(stroke-classification)=
# Stroke classification
The task of percussion stroke classification has been, historically, the principal target on the timbre-side of computational analysis of Indian Art Music. As seen in the [instrumentation presentation](instrumentation), the musical arrangement in Indian Art Music is quite well-defined, while there is an important scarcity of good-quality data (specially monphonic recordings) for many of the Carnatic and Hindustani specific instruments. These factors combined with the importance of the different stroke types in the main percussion instruments, have given research importance on mridangam {cite}`anantapadmanabhan_mridangam_2013, mridangam_stroke` and tabla stroke classification {cite}`4way_tabla`.

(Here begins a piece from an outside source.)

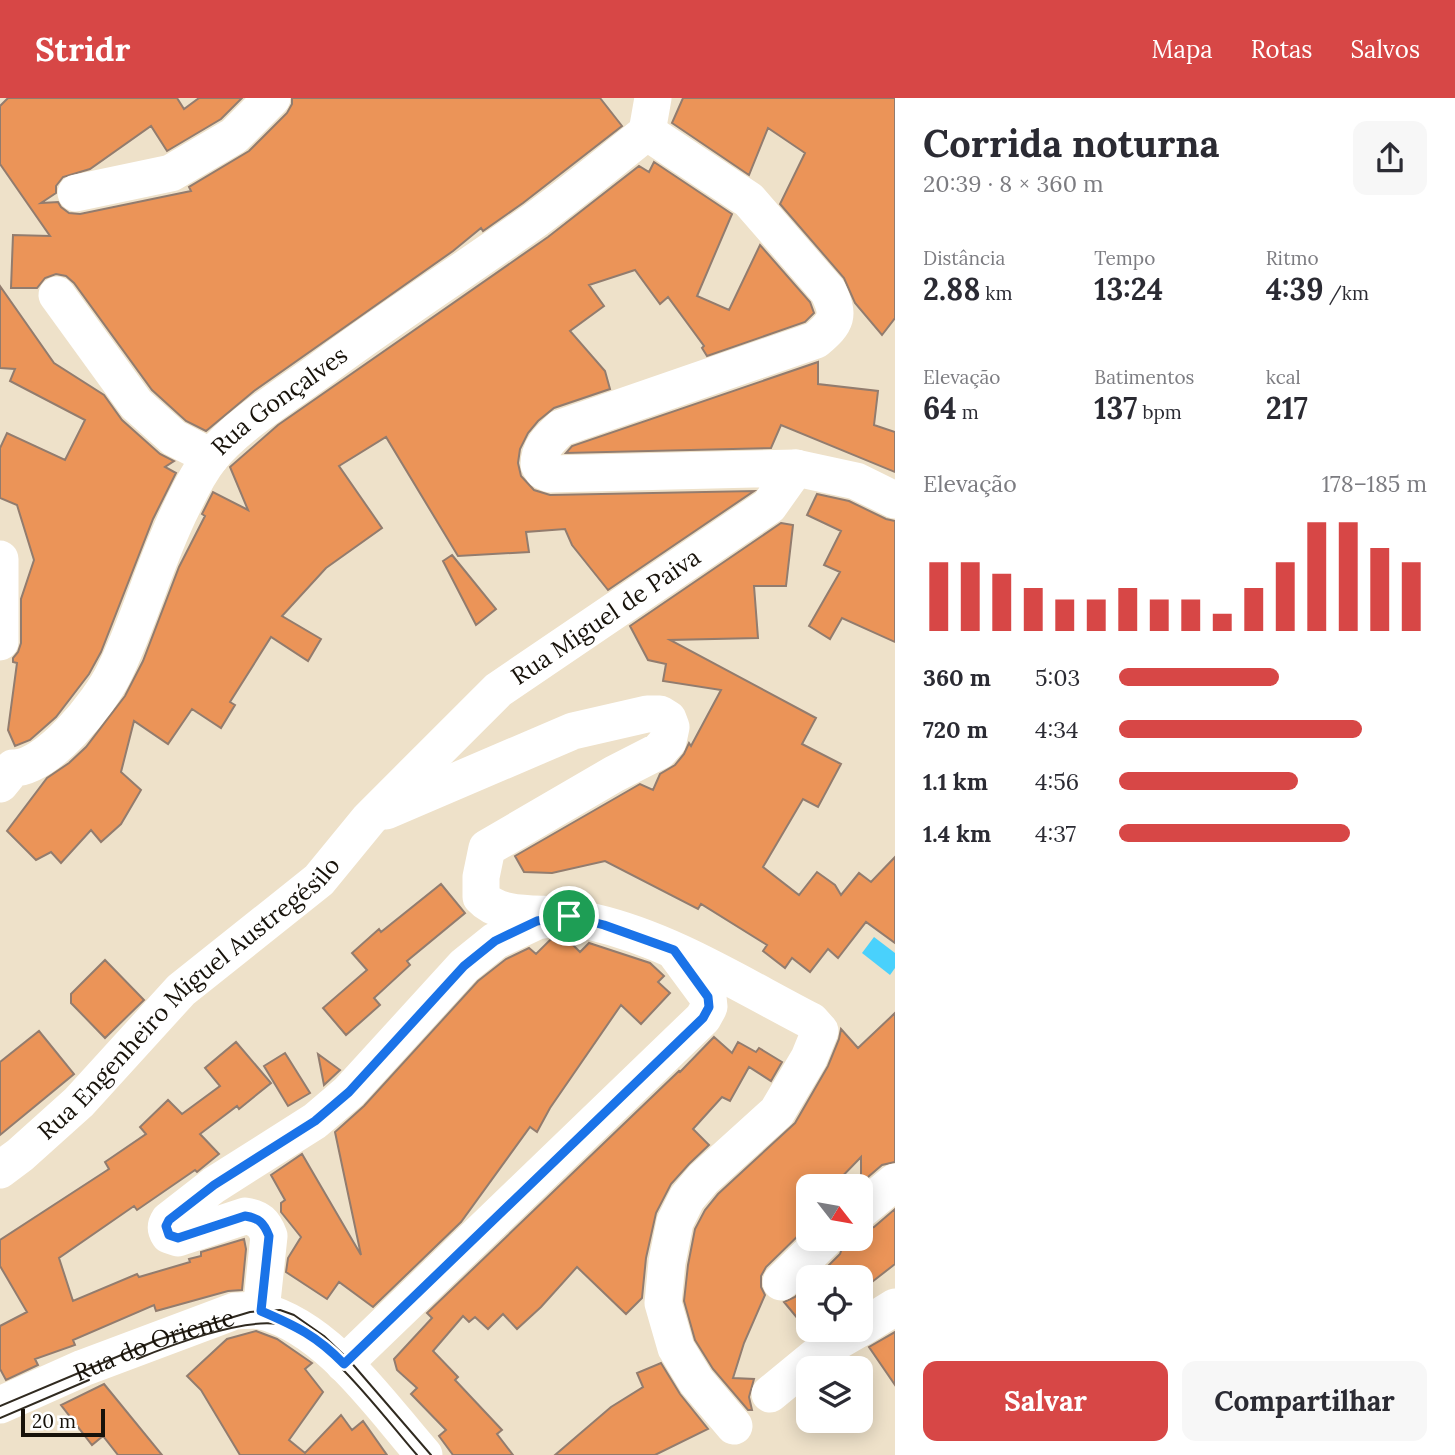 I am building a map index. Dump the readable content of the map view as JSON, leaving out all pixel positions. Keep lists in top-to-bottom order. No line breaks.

We will go through examples of these tasks in this walkthrough.


In [1]:
# Import extras and supress warnings to keep the tutorial clean
import os
import random
import warnings
from pprint import pprint

## Importing compiam to the project
import compiam

warnings.filterwarnings('ignore')

## Mridangam stroke classification

In [2]:
from compiam.timbre.stroke_classification import MridangamStrokeClassification

msc = MridangamStrokeClassification()  # Let's use msc for simplicity


[   INFO   ] MusicExtractorSVM: no classifier models were configured by default


Let's start by loading the mridangam stroke dataset. Since ``MridangamStrokeClassification``is based on the Mridangam Stroke Dataset, `compiam` includes a specific function to load the dataset and integrate it to the pipeline.

In [3]:
msc.load_mridangam_dataset(data_home="../audio/mir_dataset/")

100%|██████████| 6976/6976 [00:00<00:00, 10035.84it/s]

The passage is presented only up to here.